I agree with most everything you said, as far as the use of a RDBMS, and
especially: quoting you,
"theoretically you break up your data into tables so that there is never a
non-applicable field for any given row."
Here is where I disagree with you, and please DON'T take this as an insult
(we're just haggling over good/bad practices ), but I think it is lazy
database design when you say:
"In the real world, this can lead to a lot of complexity, so many people
usually cheat and have a few "does not apply" fields for some records."
OK! Now here is my top 5 explanations why using Nulls is a bad idea:
Explanation(5): The more you understand how the database is to be used,
and the more complexity and thought you put into your database design, the
less complex it will be to retrieve reliable information out of it.
Furthermore, (and this is probably what makes me crazy when Nulls are
evolved) after a ten year stretch of software development, where I and a
team designed our own databases, I did a nine year stretch of statistical
programming, using databases designed by other people, and Nulls in the
data made the results unpredictable, and yeah, made me crazy! I had to
write nightly processes to resolve inconsistencies in the data, if at
least report inconsistencies.

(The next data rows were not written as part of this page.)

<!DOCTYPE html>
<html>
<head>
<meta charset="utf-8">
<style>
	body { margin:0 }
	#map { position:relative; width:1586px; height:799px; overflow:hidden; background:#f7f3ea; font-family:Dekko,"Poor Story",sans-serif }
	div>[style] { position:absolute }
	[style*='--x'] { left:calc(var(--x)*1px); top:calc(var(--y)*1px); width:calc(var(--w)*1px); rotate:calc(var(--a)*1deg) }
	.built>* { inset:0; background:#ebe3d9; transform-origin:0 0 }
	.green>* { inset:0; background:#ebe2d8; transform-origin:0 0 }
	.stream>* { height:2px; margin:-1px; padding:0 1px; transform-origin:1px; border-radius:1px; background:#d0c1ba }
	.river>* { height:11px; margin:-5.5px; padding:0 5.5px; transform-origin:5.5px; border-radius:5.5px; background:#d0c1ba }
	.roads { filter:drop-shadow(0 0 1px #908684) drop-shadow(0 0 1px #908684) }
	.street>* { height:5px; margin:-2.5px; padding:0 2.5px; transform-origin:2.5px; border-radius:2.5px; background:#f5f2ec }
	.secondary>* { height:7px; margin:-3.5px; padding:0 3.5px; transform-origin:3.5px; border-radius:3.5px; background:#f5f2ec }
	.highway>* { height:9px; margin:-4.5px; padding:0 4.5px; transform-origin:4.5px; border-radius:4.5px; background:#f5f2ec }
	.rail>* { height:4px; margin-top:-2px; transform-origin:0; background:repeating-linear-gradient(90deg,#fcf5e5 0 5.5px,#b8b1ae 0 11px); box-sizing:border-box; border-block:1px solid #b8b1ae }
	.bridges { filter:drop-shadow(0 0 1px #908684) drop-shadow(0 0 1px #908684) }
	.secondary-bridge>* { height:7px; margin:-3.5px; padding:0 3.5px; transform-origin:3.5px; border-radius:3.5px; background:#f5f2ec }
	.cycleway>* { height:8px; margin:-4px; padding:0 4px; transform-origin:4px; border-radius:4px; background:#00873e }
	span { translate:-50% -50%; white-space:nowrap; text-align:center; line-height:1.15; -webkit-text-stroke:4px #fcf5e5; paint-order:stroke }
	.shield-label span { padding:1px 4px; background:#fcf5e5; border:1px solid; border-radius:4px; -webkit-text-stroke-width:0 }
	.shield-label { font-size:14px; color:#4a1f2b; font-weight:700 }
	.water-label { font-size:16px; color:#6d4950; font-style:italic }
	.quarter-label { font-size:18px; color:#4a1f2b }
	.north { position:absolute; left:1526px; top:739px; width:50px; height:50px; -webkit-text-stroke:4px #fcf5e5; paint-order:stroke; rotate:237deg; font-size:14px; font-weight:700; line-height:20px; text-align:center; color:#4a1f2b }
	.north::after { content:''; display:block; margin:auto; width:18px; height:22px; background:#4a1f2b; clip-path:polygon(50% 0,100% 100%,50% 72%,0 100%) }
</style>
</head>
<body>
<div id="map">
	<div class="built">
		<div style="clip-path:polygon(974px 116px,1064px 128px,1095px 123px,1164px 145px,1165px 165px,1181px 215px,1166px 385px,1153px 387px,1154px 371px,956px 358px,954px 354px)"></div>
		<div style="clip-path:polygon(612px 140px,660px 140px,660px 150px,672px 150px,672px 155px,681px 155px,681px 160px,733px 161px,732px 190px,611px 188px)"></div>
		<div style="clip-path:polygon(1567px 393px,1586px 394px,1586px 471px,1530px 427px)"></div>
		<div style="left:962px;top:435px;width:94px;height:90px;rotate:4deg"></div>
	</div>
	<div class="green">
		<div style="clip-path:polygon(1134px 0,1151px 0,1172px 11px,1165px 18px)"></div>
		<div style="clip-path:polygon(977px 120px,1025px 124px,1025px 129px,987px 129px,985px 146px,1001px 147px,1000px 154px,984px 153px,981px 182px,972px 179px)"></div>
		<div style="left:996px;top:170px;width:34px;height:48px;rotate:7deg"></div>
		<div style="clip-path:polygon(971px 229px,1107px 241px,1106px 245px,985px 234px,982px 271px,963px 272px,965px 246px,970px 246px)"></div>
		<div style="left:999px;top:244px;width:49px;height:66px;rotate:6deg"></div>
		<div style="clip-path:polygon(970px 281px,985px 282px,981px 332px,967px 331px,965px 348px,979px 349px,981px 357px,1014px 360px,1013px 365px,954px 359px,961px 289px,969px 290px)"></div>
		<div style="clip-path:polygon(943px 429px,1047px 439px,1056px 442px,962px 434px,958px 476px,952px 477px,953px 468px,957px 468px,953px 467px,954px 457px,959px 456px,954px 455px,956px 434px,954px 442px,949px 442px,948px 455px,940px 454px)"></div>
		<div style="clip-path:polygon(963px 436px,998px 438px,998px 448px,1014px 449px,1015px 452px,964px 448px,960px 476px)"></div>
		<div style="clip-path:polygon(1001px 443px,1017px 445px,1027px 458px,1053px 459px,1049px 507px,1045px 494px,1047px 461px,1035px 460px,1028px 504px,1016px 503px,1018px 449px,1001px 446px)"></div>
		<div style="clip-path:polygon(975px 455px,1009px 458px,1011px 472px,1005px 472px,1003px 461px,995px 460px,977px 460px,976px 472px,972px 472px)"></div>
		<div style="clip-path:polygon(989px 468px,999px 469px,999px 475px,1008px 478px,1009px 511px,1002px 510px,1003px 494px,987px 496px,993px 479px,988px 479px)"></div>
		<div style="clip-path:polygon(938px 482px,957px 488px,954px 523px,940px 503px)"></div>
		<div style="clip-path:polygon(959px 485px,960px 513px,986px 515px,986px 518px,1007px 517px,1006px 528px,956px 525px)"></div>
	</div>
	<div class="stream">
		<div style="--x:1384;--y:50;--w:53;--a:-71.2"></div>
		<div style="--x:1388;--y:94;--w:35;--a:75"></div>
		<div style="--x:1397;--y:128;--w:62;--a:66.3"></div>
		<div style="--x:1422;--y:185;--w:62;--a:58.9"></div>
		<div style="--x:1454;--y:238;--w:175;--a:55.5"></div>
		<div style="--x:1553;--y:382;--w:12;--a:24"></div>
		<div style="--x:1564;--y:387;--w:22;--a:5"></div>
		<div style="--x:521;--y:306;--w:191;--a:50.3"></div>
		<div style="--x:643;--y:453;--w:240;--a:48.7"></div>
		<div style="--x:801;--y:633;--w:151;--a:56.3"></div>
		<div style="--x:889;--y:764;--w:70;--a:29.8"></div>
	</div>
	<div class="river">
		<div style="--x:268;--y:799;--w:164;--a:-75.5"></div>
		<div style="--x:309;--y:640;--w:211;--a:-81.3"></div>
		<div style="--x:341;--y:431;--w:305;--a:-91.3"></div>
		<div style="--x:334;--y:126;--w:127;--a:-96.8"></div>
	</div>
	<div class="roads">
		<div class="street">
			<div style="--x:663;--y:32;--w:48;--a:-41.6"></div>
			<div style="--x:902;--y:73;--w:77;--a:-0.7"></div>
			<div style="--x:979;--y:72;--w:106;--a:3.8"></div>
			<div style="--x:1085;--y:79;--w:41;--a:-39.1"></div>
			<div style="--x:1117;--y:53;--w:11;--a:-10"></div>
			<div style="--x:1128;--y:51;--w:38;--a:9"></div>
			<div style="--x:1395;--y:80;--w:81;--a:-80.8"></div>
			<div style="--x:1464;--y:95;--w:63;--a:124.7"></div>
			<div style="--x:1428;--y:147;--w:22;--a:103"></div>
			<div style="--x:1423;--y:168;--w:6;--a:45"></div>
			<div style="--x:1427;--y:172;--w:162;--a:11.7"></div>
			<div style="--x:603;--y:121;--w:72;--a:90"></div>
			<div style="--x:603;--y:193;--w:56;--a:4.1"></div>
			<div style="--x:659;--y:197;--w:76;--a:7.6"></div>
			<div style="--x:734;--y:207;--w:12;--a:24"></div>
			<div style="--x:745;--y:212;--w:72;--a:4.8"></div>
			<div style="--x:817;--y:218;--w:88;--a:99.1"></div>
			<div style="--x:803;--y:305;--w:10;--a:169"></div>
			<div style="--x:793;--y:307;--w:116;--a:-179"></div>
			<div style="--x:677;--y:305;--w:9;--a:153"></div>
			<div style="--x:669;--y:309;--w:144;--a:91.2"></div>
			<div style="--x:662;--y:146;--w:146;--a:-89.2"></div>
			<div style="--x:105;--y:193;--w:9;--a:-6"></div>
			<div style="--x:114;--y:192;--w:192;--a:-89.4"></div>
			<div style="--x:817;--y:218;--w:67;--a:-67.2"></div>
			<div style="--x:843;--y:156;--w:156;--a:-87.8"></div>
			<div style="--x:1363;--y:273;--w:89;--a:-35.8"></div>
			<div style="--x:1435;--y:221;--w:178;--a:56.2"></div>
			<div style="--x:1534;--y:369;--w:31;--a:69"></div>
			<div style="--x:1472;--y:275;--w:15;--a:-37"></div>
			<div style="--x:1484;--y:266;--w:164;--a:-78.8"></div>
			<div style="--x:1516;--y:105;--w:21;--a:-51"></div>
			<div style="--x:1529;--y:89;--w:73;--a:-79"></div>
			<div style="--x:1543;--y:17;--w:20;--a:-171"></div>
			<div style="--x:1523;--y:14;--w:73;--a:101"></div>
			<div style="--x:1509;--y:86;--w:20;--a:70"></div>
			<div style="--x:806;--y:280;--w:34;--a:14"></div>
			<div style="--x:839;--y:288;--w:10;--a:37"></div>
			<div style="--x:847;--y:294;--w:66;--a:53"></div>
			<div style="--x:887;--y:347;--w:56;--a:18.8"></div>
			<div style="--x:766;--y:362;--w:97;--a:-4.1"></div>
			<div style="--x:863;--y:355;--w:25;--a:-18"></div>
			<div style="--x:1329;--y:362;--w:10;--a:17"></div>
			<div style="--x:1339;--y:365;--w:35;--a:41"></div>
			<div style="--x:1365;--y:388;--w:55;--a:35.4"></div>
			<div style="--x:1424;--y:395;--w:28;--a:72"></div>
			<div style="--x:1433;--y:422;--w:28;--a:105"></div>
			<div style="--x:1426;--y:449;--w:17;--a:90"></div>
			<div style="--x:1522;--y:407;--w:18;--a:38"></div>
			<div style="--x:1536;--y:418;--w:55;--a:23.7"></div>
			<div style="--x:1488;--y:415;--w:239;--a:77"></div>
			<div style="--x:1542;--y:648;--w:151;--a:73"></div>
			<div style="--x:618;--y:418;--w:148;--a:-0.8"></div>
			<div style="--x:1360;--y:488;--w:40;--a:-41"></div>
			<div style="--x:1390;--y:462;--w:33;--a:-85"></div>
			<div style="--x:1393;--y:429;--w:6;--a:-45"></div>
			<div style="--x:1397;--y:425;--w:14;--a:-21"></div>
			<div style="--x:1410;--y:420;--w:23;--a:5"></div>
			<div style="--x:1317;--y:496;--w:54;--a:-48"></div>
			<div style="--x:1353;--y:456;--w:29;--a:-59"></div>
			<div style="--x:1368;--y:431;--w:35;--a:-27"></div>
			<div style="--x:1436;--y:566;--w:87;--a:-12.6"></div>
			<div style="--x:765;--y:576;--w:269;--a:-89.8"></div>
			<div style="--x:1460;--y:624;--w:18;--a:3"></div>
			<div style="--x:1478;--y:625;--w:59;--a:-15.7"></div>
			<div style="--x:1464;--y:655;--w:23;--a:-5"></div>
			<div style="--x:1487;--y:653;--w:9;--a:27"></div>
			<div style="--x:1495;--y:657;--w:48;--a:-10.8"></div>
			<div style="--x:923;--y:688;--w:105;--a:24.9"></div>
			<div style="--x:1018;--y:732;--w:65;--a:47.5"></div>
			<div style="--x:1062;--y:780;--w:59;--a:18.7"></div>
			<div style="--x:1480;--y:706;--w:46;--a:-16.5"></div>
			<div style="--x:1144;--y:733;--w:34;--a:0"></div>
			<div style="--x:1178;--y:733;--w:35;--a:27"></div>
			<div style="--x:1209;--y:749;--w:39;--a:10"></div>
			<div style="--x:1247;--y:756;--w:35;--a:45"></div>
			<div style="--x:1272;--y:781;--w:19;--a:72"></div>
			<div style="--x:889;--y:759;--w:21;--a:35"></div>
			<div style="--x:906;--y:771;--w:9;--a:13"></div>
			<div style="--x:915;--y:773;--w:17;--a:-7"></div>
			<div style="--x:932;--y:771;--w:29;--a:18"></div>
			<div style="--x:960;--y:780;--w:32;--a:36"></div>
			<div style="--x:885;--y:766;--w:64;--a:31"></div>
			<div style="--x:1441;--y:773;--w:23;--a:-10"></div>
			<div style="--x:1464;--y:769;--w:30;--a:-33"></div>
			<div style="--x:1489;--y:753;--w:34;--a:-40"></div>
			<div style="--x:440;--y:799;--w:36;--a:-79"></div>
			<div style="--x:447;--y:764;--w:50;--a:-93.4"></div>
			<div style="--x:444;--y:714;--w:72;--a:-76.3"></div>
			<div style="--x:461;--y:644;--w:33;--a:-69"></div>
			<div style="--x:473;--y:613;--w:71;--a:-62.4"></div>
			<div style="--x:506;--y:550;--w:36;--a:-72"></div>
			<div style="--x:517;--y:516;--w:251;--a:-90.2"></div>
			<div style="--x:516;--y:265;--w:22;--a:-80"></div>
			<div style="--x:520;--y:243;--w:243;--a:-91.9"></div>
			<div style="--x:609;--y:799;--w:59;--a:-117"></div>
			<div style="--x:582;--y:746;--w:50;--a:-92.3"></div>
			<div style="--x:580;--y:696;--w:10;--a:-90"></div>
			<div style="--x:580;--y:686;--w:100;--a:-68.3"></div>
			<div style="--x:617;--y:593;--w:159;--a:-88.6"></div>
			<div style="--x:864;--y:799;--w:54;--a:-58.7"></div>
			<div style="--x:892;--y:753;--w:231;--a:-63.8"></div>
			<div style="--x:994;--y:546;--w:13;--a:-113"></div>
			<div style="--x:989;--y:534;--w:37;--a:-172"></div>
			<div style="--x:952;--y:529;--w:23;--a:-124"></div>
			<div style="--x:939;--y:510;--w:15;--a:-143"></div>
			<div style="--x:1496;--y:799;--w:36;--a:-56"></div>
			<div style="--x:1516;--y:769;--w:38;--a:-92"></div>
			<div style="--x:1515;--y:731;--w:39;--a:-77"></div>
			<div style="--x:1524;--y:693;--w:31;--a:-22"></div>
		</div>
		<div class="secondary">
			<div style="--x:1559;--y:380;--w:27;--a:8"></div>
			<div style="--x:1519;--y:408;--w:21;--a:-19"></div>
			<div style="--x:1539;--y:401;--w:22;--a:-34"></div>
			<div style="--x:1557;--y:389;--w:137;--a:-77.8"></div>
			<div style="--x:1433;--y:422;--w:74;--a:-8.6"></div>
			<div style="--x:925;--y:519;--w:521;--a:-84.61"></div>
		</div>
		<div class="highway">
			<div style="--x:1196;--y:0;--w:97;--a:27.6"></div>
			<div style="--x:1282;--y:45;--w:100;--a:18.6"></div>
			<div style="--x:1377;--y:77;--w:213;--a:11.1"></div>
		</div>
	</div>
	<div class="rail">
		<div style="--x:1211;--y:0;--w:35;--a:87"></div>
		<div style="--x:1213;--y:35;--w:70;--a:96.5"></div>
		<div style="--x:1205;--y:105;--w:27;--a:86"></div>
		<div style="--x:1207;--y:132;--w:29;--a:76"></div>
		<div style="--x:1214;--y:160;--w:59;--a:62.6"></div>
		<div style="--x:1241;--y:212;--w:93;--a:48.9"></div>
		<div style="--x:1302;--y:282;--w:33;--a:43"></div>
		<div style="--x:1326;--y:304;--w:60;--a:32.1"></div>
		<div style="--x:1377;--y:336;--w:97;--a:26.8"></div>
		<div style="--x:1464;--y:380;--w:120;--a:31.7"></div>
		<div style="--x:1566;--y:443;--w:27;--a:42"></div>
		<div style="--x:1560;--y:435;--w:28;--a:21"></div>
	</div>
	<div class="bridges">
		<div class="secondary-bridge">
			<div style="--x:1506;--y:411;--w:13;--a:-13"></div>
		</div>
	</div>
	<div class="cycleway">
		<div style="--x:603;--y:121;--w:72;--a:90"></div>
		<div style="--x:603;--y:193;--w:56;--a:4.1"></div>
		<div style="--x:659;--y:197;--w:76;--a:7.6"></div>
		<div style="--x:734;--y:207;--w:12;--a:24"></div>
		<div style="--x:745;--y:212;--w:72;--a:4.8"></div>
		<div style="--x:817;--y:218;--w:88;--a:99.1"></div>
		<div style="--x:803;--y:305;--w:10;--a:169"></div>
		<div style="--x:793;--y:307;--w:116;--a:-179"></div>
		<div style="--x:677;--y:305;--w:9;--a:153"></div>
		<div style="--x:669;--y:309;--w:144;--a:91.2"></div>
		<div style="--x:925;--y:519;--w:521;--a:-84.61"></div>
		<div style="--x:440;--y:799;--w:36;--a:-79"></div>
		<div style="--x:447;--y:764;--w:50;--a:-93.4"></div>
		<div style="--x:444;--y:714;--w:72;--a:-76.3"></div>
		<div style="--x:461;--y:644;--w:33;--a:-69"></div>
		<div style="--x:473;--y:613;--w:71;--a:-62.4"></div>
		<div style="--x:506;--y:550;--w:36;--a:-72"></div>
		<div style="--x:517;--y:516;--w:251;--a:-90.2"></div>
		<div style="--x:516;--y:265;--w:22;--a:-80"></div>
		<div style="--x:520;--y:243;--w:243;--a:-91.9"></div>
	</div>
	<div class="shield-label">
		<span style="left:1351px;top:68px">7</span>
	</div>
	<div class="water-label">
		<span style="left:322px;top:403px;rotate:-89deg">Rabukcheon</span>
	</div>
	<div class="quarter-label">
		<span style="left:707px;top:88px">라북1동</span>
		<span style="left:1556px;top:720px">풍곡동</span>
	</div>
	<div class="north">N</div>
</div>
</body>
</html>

You know the old saying "Garbage in =
Garbage out", to me Nulls are garbage, and if there is a good reason for
nulls to be a part of good clean data then someone please help me
Explanation(4):I think that the brilliant computer scientists who
developed the RDBMS database model, didn't want to support nulls
initially, but they had to because null is a form of data, it means "We
don't know what this is", and so it must be stored knowing that Null
should NOT be used as valid information.
Explanation(3):I think it was back in the sixties at Berkley, when some
smart guy on LSD found a use for the Null value, and now this use of Null
is taught in Universities all over the world, and considered to be a
blessed method to practice.
Explanation(2): Using a Null column, and you have an index on that column,
the index will not be used since NULL values do not get stored in an index
and that is why the optimizer will need to go to the data pages in order
to retrieve more information to suffice the requirements of the query.
Explanation(1): I'm just in a argumentative mood today.
Cheers and have a great weekend!